While fights from time to time are normal in any relationship, having the same fights over and over again can have a negative impact.
Editor’s note: This article was originally published on July 9, 2019. It has since been updated.
Arguments are entirely normal in a relationship because no two individuals can agree on everything. Arguments are signs that you continue to have your own opinion and communicate it with your partner. However, there are times when the fighting gets so bad that some things are said which can't be taken back or you come to certain realizations about your partner which make you see them in a new light.
The arguments can be corroding your relationship slowly too if you keep having them over and over again. Of course, no two couples are alike and what some couples can survive, others can't.
Here are six arguments you could be having, again and again, that could mean the end of your relationship:
We get together with our partners because we like them for who they are but change is something that can't be avoided. All human beings will evolve and grow. However, repeatedly fighting over the fact that one of you needs to change is not a good sign for the relationship. If you're being forced to change for your partner or if you're pushing them to change, it doesn't bode well for the relationship in the long run. If your partner is behaving in a way that is going to negatively impact them, you should be able to talk to them about it. However, changing for the better is their responsibility. Your pushing them will only lead to resentments.
Owning up a mistake can be difficult. But instead of trying to prove that one of you is right each time, the focus should be on fixing the issue. If the fight is about something insignificant try to let it go. When the argument is something important it should obviously be discussed, but keep it mature.

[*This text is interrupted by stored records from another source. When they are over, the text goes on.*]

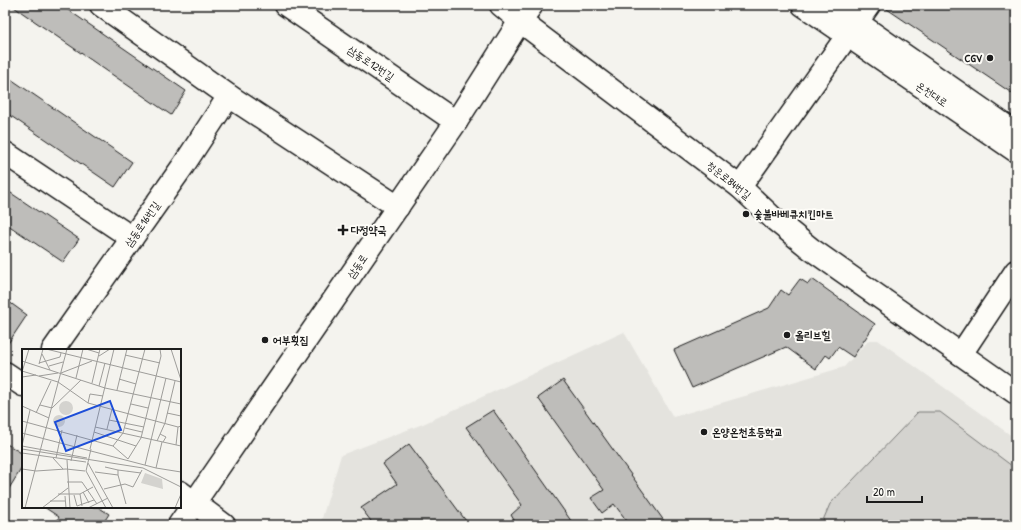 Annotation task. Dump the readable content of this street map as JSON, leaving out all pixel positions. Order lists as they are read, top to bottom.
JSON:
{
  "streets": {
    "street": [
      "삼동로12번길",
      "온천대로",
      "청운로84번길",
      "삼동로16번길",
      "삼동로"
    ]
  },
  "crossings": [
    ["삼동로12번길", "삼동로"],
    ["청운로84번길", "삼동로"]
  ],
  "places": {
    "other": [
      "CGV",
      "숯불바베큐치킨마트",
      "올리브힐",
      "어부횟집",
      "온양온천초등학교"
    ],
    "health": ["다정약국"]
  },
  "scale_bar": "20 m"
}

If you feel too angry take time out and think about what exactly bothers you, so that it doesn't come across as rude. If you want to persuade people, raising your voice will get you nowhere. Even in debates, people have well thought out arguments before going in to make their case.
A relationship includes multiple people and each of them will have their own views and ideas. People also react differently to different things. In a relationship, it is important to respect the other and empathize instead of telling them they are wrong. Just because they don't do things the way you prefer doesn't make them wrong. You will have to be open to different opinions and views even in your workplace for a team to function well. A relationship is also teamwork.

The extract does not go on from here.